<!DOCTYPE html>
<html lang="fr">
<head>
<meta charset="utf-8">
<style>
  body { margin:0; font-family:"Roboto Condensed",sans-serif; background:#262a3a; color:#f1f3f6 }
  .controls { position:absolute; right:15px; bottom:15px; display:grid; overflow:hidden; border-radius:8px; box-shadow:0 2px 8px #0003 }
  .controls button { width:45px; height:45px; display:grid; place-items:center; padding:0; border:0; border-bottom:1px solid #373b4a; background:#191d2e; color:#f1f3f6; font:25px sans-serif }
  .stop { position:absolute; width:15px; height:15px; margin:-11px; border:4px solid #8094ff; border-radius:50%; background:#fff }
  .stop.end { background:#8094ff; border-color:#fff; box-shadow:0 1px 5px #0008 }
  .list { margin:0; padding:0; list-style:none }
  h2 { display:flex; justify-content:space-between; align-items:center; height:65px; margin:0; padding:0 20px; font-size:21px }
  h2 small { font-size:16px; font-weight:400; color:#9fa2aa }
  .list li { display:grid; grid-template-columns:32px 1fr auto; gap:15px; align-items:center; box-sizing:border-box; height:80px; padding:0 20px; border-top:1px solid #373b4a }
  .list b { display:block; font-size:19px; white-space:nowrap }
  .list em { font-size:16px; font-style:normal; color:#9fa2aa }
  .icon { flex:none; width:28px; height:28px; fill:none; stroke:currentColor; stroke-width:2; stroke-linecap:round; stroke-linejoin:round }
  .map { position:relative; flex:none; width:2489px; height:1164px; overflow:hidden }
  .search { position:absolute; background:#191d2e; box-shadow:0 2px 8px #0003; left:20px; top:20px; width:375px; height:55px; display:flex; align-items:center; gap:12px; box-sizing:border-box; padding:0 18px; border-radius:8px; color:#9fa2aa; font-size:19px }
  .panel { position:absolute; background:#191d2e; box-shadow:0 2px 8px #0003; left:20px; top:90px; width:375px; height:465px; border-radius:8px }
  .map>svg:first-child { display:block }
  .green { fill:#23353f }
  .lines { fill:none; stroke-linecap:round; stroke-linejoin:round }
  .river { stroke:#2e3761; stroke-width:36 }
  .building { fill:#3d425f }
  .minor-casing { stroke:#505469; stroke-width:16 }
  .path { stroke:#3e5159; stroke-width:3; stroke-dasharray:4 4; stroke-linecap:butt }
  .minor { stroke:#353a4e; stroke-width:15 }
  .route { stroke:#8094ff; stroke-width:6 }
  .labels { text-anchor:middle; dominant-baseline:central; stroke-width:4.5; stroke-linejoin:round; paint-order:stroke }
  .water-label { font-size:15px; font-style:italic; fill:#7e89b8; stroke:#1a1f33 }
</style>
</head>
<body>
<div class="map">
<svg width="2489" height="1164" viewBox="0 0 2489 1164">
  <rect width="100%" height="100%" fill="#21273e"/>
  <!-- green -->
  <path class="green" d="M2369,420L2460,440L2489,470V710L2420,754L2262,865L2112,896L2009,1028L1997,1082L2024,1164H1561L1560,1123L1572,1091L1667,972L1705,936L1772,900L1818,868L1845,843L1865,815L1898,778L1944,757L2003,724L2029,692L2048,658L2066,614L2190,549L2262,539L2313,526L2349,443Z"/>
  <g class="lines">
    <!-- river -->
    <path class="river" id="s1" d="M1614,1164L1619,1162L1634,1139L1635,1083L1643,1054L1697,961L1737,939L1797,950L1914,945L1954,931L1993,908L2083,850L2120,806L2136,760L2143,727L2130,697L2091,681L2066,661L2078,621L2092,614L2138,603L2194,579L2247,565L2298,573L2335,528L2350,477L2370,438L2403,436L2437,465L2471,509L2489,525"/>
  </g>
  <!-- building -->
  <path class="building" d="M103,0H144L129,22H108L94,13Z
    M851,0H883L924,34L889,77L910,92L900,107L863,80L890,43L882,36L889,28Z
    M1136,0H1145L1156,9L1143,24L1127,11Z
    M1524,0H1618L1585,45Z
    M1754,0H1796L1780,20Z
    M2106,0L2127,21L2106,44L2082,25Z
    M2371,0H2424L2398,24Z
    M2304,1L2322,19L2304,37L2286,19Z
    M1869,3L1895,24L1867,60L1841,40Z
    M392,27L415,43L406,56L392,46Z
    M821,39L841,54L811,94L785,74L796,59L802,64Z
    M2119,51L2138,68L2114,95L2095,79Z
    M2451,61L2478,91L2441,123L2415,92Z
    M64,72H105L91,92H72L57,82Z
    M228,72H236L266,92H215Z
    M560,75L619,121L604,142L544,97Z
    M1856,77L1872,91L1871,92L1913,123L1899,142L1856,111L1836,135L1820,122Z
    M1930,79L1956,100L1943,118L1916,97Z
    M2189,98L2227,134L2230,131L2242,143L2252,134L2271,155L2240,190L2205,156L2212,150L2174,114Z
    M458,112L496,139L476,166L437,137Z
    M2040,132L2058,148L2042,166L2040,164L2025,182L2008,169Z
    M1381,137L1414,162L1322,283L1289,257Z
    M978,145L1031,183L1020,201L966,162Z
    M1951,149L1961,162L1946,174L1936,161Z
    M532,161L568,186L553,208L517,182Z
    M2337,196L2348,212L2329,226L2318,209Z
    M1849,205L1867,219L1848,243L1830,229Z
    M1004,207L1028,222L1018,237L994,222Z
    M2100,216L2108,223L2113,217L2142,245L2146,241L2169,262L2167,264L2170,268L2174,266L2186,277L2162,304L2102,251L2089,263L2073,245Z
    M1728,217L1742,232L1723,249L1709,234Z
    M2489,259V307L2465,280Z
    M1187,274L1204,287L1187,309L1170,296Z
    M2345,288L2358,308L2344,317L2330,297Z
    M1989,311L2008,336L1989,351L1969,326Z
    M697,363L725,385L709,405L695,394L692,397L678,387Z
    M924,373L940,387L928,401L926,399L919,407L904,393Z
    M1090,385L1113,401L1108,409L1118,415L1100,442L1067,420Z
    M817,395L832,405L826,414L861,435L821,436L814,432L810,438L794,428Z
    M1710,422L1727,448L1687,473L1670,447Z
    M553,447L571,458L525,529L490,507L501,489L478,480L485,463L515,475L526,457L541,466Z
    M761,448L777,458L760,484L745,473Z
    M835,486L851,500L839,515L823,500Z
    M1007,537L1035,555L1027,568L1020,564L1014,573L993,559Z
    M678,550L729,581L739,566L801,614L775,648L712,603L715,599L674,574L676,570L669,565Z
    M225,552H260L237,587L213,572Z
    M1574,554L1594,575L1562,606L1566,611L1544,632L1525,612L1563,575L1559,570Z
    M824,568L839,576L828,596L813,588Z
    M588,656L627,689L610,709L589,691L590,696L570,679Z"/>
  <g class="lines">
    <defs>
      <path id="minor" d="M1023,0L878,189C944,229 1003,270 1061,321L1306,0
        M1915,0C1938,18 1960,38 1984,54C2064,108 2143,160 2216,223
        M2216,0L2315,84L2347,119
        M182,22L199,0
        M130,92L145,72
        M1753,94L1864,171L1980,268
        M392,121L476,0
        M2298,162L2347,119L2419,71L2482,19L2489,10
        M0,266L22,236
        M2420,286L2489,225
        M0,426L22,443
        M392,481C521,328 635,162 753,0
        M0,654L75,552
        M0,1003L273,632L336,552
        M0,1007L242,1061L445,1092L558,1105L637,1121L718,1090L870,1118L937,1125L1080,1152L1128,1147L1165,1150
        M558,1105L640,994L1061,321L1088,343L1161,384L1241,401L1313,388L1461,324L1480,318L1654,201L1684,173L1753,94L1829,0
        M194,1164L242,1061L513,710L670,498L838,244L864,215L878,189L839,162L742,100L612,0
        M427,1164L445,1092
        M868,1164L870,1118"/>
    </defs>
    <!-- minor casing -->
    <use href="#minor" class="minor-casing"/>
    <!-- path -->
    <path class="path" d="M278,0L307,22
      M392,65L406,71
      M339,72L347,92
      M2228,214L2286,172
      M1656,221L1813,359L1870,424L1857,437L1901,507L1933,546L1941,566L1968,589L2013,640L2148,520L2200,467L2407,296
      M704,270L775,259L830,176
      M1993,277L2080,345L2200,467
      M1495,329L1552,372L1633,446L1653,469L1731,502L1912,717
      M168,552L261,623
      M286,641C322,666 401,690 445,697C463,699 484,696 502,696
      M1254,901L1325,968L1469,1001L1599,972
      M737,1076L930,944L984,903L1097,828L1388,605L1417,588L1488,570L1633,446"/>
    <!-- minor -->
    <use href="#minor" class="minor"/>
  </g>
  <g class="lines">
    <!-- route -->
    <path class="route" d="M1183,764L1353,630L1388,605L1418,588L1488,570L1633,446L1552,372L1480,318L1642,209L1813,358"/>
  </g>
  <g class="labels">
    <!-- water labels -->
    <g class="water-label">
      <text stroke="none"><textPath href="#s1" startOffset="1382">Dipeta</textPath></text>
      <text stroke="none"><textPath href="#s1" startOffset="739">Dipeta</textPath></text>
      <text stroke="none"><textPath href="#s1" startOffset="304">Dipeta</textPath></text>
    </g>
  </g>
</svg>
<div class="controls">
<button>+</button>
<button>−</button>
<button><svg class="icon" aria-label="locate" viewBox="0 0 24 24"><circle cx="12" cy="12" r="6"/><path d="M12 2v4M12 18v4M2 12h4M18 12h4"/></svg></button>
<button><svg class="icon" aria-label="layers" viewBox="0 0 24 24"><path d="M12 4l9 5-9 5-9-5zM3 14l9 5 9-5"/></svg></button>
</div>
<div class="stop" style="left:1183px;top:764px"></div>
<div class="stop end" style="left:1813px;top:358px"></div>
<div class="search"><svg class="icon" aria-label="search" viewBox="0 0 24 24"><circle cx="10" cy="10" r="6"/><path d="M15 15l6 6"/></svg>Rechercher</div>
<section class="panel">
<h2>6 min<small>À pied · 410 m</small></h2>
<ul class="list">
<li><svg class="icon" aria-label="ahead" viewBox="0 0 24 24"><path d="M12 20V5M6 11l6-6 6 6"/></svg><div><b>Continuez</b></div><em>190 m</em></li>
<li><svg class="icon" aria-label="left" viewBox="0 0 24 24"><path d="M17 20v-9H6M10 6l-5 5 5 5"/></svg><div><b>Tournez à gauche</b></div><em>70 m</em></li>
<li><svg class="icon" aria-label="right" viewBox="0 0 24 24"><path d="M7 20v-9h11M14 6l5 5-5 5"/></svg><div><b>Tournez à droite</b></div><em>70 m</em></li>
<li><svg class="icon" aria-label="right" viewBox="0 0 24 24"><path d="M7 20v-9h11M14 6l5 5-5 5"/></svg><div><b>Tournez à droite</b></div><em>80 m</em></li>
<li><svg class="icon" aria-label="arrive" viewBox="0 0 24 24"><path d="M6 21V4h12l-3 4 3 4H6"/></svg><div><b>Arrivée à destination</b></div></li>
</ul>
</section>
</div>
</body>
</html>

########################################

Exercise
Among the entries, copy every line containing the word "controls".

Response to this task
  .controls { position:absolute; right:15px; bottom:15px; display:grid; overflow:hidden; border-radius:8px; box-shadow:0 2px 8px #0003 }
  .controls button { width:45px; height:45px; display:grid; place-items:center; padding:0; border:0; border-bottom:1px solid #373b4a; background:#191d2e; color:#f1f3f6; font:25px sans-serif }
<div class="controls">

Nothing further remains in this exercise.